85-103: LGTM! TCP handler with length-prefixed framing.

The TCP handler correctly:

• Strips the 2-byte length prefix from received data
• Passes null for maxResponseSize (TCP has no practical size limit)
• Frames responses with length prefix before sending

src/DNS/Adapter/Native.php (6)

11-36: LGTM! Well-structured TCP support properties.

The new properties provide proper resource management:

• Buffer and frame size limits prevent memory exhaustion attacks
• Client tracking enables connection lifecycle management
• Per-client buffers support length-prefixed framing

---

44-66: LGTM! Clean TCP server initialization.

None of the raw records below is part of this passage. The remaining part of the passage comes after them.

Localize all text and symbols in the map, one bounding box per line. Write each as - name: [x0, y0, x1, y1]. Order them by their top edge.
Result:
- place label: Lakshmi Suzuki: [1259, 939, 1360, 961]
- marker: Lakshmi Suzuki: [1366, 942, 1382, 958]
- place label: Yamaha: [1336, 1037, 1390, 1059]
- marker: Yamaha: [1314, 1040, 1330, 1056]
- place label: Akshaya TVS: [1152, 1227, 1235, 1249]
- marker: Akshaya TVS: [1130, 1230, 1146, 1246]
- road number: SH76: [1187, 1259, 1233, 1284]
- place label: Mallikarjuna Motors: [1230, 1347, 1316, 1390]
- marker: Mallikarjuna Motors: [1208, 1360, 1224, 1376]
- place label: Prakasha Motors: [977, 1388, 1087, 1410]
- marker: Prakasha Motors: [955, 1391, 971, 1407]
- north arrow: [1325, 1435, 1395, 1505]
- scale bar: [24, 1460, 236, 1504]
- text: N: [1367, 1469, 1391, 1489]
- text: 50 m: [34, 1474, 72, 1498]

The constructor properly initializes both UDP and TCP servers when TCP is enabled, with appropriate socket reuse options.

---

91-107: LGTM! Proper TCP server setup with non-blocking mode.

The TCP server is correctly configured with:

• Socket binding and listening
• Non-blocking mode to avoid blocking the event loop

---

114-180: LGTM! Robust select-based multiplexing.

The main loop correctly handles:

• UDP packet reception with 512-byte response limit
• TCP connection acceptance with client limits
• Non-blocking client configuration
• Proper socket option configuration (keepalive, timeouts)

---

253-277: LGTM! Robust TCP response handling.

The sendTcpResponse method correctly:

• Frames the payload with a 2-byte length prefix
• Handles partial writes in a loop
• Distinguishes between recoverable (EAGAIN/EWOULDBLOCK) and fatal errors
• Properly cleans up on fatal errors

---

279-286: LGTM! Clean client cleanup.

The closeTcpClient method properly removes all per-client state before closing the socket.